The University of Melbourne has published new research into the shocking corners of its own history: Dhoombak Goobgoowana (“truth-telling” in the Woi Wurrung language of the owners of the land on which the university was built). It reveals the influence of Nazi apologists, massacre perpetrators, grave robbers, racists and eugenicists throughout the institution. And as Lorena Allam reports, many of their words and deeds “have, until now, been absent from their official biographies”.

Repairing history, not rewriting it: “This is not revisionist history,” says co-editor and historian Ross Jones. “We are repairing revisionist histories of the past. I see this as a restoration job, to a degree. History has left stuff out. We’re putting it back in.”

His fellow co-editor Marcia Langton, the foundation chair of Australian Indigenous studies and associate provost at the university, sees the work grounding the university’s anti-racism work, and being taught in schools. “The lying in Australian history – the lying about Australian history – is one of the major contributors to racism.”

How long will it take to read: About six minutes.
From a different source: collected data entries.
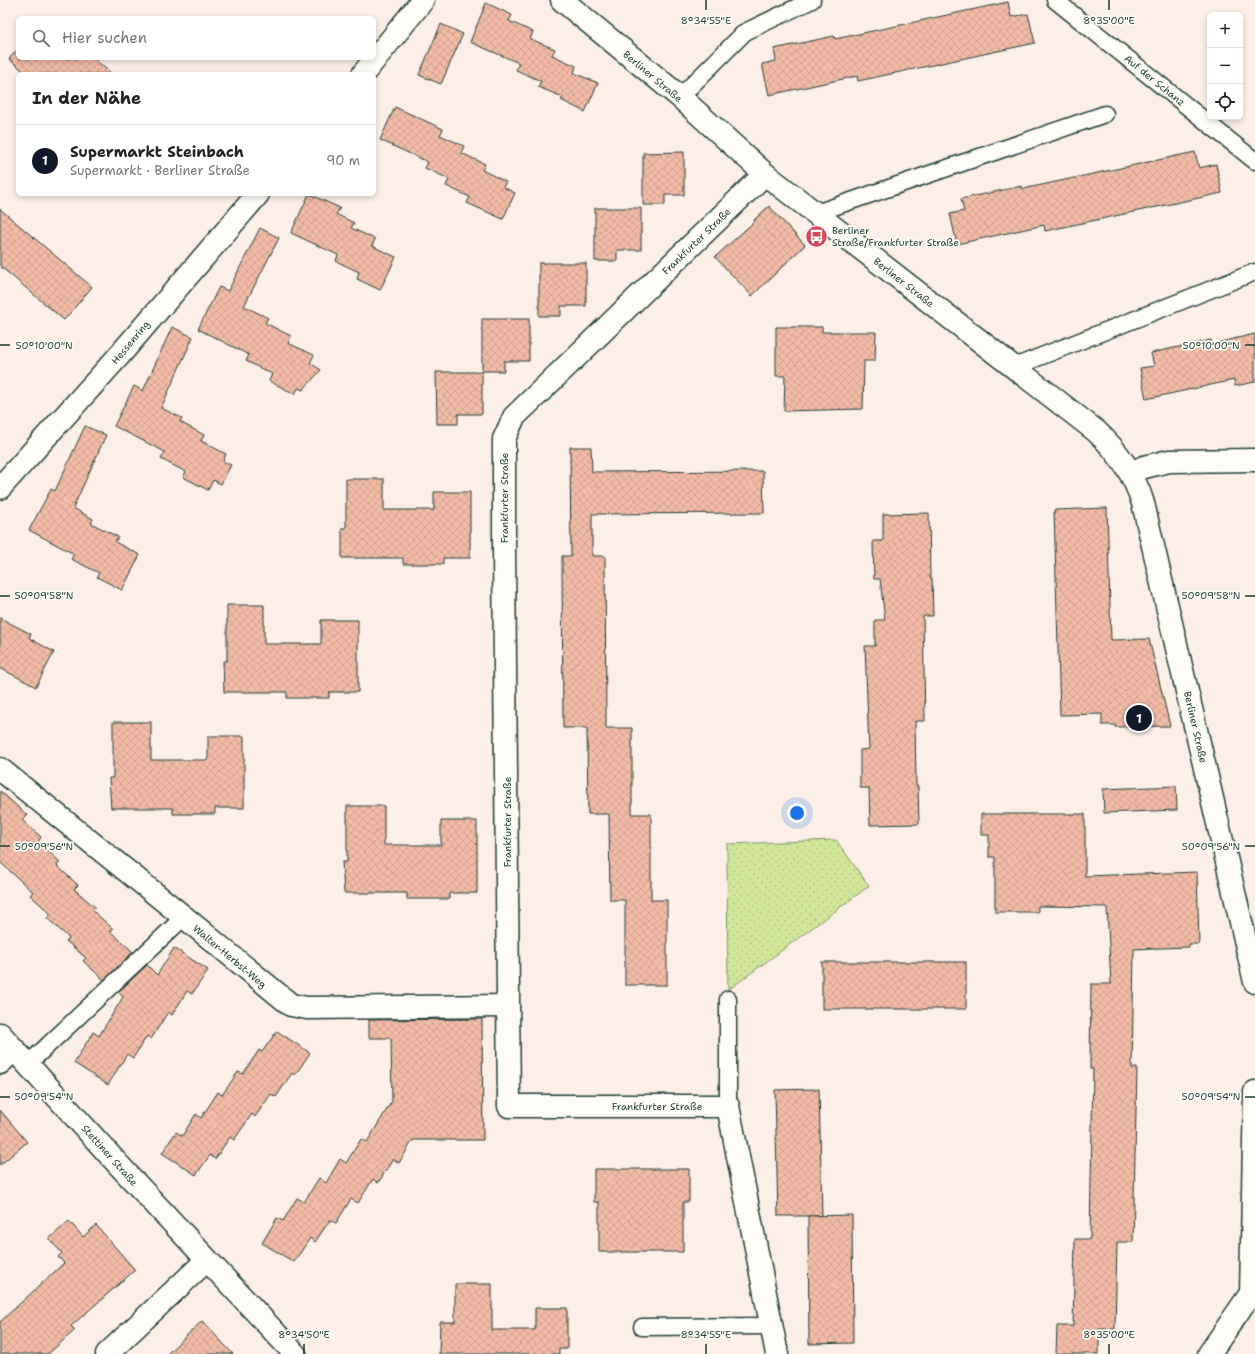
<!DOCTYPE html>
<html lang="de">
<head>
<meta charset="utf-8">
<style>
	body { margin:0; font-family:"Shantell Sans",sans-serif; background:#f6f6f6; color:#222 }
	.controls { position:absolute; right:12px; top:12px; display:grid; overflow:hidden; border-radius:6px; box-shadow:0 2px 6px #0003 }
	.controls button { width:36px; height:36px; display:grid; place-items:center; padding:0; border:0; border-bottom:1px solid #e0e0e0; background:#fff; color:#222; font:20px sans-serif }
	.you { position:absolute; left:797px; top:813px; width:14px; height:14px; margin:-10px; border:3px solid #fff; border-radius:50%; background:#1a73e8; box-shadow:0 0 0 6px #1a73e833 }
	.badge { display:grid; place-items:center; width:26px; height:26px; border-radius:50%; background:#111827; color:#fff; font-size:13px; font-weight:700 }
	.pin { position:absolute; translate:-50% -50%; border:2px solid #fff; box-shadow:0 1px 4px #0006 }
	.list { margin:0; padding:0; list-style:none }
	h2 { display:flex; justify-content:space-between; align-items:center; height:52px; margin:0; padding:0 16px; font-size:17px }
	h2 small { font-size:13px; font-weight:400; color:#767676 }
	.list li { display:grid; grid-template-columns:26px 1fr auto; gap:12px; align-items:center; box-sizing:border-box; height:72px; padding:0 16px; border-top:1px solid #e0e0e0 }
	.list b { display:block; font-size:15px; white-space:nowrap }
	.list p { margin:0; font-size:13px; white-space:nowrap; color:#767676 }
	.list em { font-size:13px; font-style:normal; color:#767676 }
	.icon { flex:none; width:22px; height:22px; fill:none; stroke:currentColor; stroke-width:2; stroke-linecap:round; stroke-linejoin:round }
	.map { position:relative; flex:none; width:1255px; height:1354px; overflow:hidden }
	.search { position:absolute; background:#fff; box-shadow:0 2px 6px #0003; left:16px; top:16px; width:360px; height:44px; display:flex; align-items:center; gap:10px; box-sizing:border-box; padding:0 14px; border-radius:6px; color:#767676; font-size:15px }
	.panel { position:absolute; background:#fff; box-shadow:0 2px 6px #0003; left:16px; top:72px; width:360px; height:124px; border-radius:6px }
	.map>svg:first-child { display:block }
	.park { fill:url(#park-dots); stroke:#789267 }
	.building { fill:url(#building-cross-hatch); stroke:#1f3d34 }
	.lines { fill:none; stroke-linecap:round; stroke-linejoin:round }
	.service-casing { stroke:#1f3d34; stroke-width:19 }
	.minor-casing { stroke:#1f3d34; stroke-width:25 }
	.service { stroke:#fdfcf7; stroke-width:16 }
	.minor { stroke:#fdfcf7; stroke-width:22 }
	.ticks { fill:none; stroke:#1f3d34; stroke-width:1.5 }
	.labels { text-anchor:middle; stroke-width:3.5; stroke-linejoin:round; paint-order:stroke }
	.street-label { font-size:10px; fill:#1f3d34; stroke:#fdfcf7 }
	.poi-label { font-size:10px; fill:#1f3d34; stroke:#fdfcf7; text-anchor:start }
	.ticks-label { font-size:10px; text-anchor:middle; fill:#1f3d34; stroke:#fdfcf7; stroke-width:3.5; stroke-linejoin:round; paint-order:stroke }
</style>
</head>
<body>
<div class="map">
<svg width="1255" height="1354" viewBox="0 0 1255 1354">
	<defs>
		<pattern id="park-dots" width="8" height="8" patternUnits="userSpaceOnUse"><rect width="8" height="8" fill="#d2e69a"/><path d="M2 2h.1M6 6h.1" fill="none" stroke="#b4c685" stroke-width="1.8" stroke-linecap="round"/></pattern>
		<pattern id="building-cross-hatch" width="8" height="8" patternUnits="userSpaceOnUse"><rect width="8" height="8" fill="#f3bca7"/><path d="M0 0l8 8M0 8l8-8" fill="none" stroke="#d0a290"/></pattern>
	</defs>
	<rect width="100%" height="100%" fill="#fbefe7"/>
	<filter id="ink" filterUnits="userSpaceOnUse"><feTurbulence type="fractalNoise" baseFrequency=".025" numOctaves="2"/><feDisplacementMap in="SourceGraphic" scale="8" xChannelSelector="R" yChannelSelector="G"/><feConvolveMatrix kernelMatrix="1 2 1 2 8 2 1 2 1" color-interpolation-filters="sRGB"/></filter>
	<g filter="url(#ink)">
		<!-- park -->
		<polygon class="park" points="836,840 869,886 728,990 727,844"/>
		<!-- building -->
		<g class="building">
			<polygon points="1008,2 1011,17 1028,14 1035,43 858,81 857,76 769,95 762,64 776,61 774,49 834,36 835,39"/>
			<polygon points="486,3 512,15 509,21 533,32 530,39 555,49 552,55 576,66 574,73 598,83 585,112 561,100 563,97 538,87 541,81 516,70 519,63 470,42"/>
			<polygon points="441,24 463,34 441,84 419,75"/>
			<polygon points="18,49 18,58 93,58 112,74 27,74 9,59"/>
			<polygon points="395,107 443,129 440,135 464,146 461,153 485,164 482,170 506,182 503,187 515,193 503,219 467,203 470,197 446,186 449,179 425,168 428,162 380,140"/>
			<polygon points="684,152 684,195 665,195 665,205 643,205 643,153"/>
			<polygon points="1195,152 1199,168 1216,164 1222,193 1045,231 1044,225 957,244 950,214 964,211 961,199 1022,186 1023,189"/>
			<polygon points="309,194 340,208 336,214 354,223 351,228 375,239 372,246 396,257 380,290 357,279 359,272 336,261 338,255 291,233"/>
			<polygon points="769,206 805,245 752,296 715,257 755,221 754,220"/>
			<polygon points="595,208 641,208 641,250 617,250 617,261 595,261"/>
			<polygon points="0,209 92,287 64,320 0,266"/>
			<polygon points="260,228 279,238 244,306 268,318 265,323 291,336 288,343 314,355 310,363 321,370 303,390 298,388 295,394 269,381 272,374 246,361 249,355 198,329 219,287 228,291"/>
			<polygon points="539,263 586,263 586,306 561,306 561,316 539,316"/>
			<polygon points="482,319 529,319 529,361 504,361 504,371 482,371"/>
			<polygon points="172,327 193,337 161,408 182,418 180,422 204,435 201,441 226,454 223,461 231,465 221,484 213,480 208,490 183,477 186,472 161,459 165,452 114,426 134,386 143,391"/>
			<polygon points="776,327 822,327 822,332 876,332 875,361 864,361 863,409 784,411 785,376 776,376"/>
			<polygon points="1255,334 1255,382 1235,386 1234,380 1146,399 1140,368 1154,366 1151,353 1211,340 1212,344"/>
			<polygon points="436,372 482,372 482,414 458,414 458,424 437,424"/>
			<polygon points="85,426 106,435 73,508 93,519 91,523 118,537 115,542 140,555 122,590 97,577 99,573 71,559 74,554 29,530 51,489 55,491"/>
			<polygon points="570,447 591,447 592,472 763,471 764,513 592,514 592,556 605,556 606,728 632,728 632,814 651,814 651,900 667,900 667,985 625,985 625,900 610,900 609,814 588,814 587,728 563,728 562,556 571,556"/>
			<polygon points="346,479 384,479 384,510 434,510 434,492 470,492 470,558 443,558 443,564 403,564 403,558 342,558 342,528 346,528"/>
			<polygon points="1107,508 1111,640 1149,639 1170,726 1115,727 1115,725 1102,725 1102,714 1060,715 1054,510"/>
			<polygon points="929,513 930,578 932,578 933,616 923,616 925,721 915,721 916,786 918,786 919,824 870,825 869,788 860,788 860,750 869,749 865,646 875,646 875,620 885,620 880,579 874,579 873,541 883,541 883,514"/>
			<polygon points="227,605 264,605 264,644 321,644 321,620 358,620 358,692 329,692 329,698 287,698 287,692 224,692 223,661 227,661"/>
			<polygon points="0,618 31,634 29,638 54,652 36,687 0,668"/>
			<polygon points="113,722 151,722 151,760 208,760 208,736 244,736 244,808 215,808 215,814 173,814 173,808 111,808 109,778 113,778"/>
			<polygon points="1176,786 1177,810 1104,813 1103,789"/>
			<polygon points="0,791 27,815 22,820 41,837 38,842 60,862 57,866 78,885 74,889 96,908 93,911 113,929 110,931 133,952 104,980 83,961 86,958 66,941 69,938 47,918 51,914 30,895 33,892 0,862"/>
			<polygon points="347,806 384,806 384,845 441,845 441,821 477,821 477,893 449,893 449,899 407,899 407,893 344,893 342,862 347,862"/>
			<polygon points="981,814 1085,814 1085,876 1197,872 1199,944 1189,944 1189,947 1134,949 1132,1068 1137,1068 1133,1242 1117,1242 1115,1329 1099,1329 1099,1354 1056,1354 1057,1326 1073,1326 1075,1239 1090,1239 1093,1069 1090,1069 1091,984 1111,984 1107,907 1038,906 1038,912 995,912 995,857 989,857 989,835 981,835"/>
			<polygon points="174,948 208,970 192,994 187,991 172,1015 168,1012 151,1039 147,1036 133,1058 127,1054 108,1085 74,1063 93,1032 99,1036 123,997 118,992 147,965 157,975"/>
			<rect x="822" y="962" width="144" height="47"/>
			<polygon points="482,1019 483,1140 413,1140 399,1163 393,1159 378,1183 373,1179 358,1203 351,1199 336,1223 330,1220 315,1242 310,1238 294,1262 262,1243 277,1218 283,1221 297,1198 304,1202 319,1178 326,1183 340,1159 346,1163 361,1139 367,1142 392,1101 391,1038 369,1038 369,1020"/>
			<polygon points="277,1031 310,1053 295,1075 292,1073 276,1097 271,1094 255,1117 252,1114 234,1140 230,1137 215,1159 210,1155 196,1175 162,1153 176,1132 182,1136 196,1114 201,1118 218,1092 222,1095 238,1072 243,1074 259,1050 262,1052"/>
			<polygon points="819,1089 822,1216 778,1216 775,1090"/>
			<polygon points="0,1110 27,1142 0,1165"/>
			<polygon points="594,1169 689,1169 689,1202 683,1202 683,1252 599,1252 599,1202 594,1202"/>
			<polygon points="852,1215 853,1343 809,1344 808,1216"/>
			<polygon points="69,1221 83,1237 96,1225 135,1270 71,1326 75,1330 48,1354 0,1354 0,1322 64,1263 58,1257 62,1253 49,1239"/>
			<polygon points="455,1284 492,1284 492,1330 535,1330 535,1308 567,1308 567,1349 559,1349 559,1354 439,1354 440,1322 455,1322"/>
			<polygon points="202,1321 233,1354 167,1354"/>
		</g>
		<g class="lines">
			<defs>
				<g id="service">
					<polyline points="1055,0 1255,161"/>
					<polyline points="680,97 745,32 812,0"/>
					<polyline points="816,213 1105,114"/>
					<polyline points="1014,367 1255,272"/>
					<polyline points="728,999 728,1106"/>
					<polyline points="28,1064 184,917"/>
					<polyline points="642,1327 771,1326"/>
				</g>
				<g id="minor">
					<path d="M562,0L680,97L765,174L1096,431C1118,451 1134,474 1143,503L1255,982"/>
					<polyline points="363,74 423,0"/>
					<polyline points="765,174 514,417 504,439 504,551 509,1106 728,1106 777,1354"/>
					<polyline points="1131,473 1144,467 1169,461 1255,460"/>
					<polyline points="0,488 117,358 258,194"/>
					<polyline points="0,769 184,917 291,1005 307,1008 508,1006"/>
					<polyline points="0,1034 116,1162 295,1354"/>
					<polyline points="0,1063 14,1050"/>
					<polyline points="107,1354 207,1260"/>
					<polyline points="1209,1354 1251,1293 1255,1092"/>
				</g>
			</defs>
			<!-- service casing -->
			<use href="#service" class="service-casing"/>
			<!-- minor casing -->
			<use href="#minor" class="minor-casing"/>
			<!-- service -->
			<use href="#service" class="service"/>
			<!-- minor -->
			<use href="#minor" class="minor"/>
		</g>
	</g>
	<!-- ticks -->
	<path class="ticks" d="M706,0V10M1109,0V10M0,345H10M1245,345H1255M0,596H10M1245,596H1255M0,846H10M1245,846H1255M0,1097H10M1245,1097H1255M304,1344V1354M706,1344V1354M1109,1344V1354"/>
	<!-- icons -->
	<defs>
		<symbol id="bus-disc" viewBox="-11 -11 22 22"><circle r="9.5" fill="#d1495b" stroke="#fdfcf7"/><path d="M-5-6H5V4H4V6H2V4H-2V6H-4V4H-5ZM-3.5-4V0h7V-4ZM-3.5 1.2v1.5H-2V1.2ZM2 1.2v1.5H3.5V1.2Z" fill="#fff"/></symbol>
	</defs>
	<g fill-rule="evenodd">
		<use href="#bus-disc" x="804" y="224" width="25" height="25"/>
	</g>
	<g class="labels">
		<!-- street labels -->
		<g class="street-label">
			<text transform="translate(653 76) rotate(40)" y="4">Berliner Straße</text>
			<text transform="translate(1155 80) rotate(39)" y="4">Auf der Schanz</text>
			<text transform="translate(696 241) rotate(-44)" y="4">Frankfurter Straße</text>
			<text transform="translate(904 282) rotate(38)" y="4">Berliner Straße</text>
			<text transform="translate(130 342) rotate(-50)" y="4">Hessenring</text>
			<text transform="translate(504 498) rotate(-90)" y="4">Frankfurter Straße</text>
			<text transform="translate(1196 727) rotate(77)" y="4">Berliner Straße</text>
			<text transform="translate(507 822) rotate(-90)" y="4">Frankfurter Straße</text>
			<text transform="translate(230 956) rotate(40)" y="4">Walter-Herbst-Weg</text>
			<text x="657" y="1110">Frankfurter Straße</text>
			<text transform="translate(110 1155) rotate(48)" y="4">Stettiner Straße</text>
		</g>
		<!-- poi labels -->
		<g class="poi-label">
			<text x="832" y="234">Berliner<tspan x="832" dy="12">Straße/Frankfurter Straße</tspan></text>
		</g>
	</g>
	<g class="ticks-label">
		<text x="706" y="24">8°34'55"E</text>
		<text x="1109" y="24">8°35'00"E</text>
		<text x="44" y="349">50°10'00"N</text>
		<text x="1211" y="349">50°10'00"N</text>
		<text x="44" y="599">50°09'58"N</text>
		<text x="1211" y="599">50°09'58"N</text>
		<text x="44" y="850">50°09'56"N</text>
		<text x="1211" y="850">50°09'56"N</text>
		<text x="44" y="1100">50°09'54"N</text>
		<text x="1211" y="1100">50°09'54"N</text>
		<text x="304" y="1338">8°34'50"E</text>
		<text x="706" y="1338">8°34'55"E</text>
		<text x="1109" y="1338">8°35'00"E</text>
	</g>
</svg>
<div class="controls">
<button>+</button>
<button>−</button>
<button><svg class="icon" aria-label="locate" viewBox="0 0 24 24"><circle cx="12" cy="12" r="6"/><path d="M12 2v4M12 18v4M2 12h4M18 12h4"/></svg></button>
</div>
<div class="you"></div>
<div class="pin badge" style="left:1139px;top:718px">1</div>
<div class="search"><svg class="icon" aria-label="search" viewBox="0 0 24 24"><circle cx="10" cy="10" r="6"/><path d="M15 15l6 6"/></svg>Hier suchen</div>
<section class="panel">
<h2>In der Nähe<small></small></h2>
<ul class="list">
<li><span class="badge">1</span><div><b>Supermarkt Steinbach</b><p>Supermarkt · Berliner Straße</p></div><em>90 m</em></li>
</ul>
</section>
</div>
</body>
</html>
3. The jaw-dropping fetish flamenco of Rocío Molina

About 18 months ago I started going to flamenco classes. Nothing on earth, I think, matches the fierce exultation of its shapes and rhythms. Rocío Molina, 39, is now one of the art form’s major international stars – and reshaping it through her own instincts. As Lindsey Winship writes, she has danced pregnant, in bondage gear and drenched in what looks like menstrual blood – “all to unleash the monsters lurking within her and all of us”.

But as Molina explains in this gorgeous interview, she never set out to shake things up.

***

“Since I was little, I’ve always been told that I am the weird one, like an alien,” – Rocío Molina.

How long will it take to read: Three minutes.

4. Escape from the Nazis

Maxwell Smart is 93. When he was nine, his family were imprisoned by the Nazis and herded into trucks. His mother told him to run. His aunt and uncle paid a farmer to look after him, but then they were killed, and the farmer had to send him on his way. First, as Smart tells Chris Godfrey, he taught him the skills to survive.

A grim farewell: “He said: ‘I love you. But I can’t keep you. You have to go to hide in the woods.’”

For two years, Godfrey explains, Smart hid in the forest, evading hunters – detection meant likely death. It was 70 years before he told anyone his story (which has now, understandably, inspired a film).

How long will it take to read: About five minutes.

5. Lenny Kravitz at 60

Something lighter to end on? Simon Hattenstone has spoken to Lenny Kravitz about his shift to clean living: celibacy, discipline, his new music – and why he hasn’t been in a serious relationship for nine years. Also: the time he worked out in leather pants.

Has he ever been … a slob? “There are a couple of times I stayed in Paris for six months in between tours and I got a little poochy. I drank wine, I ate croissants. I just enjoyed myself and then I was like: oh shit! But that’s only happened once or twice.”

How long will it take to read: Five minutes.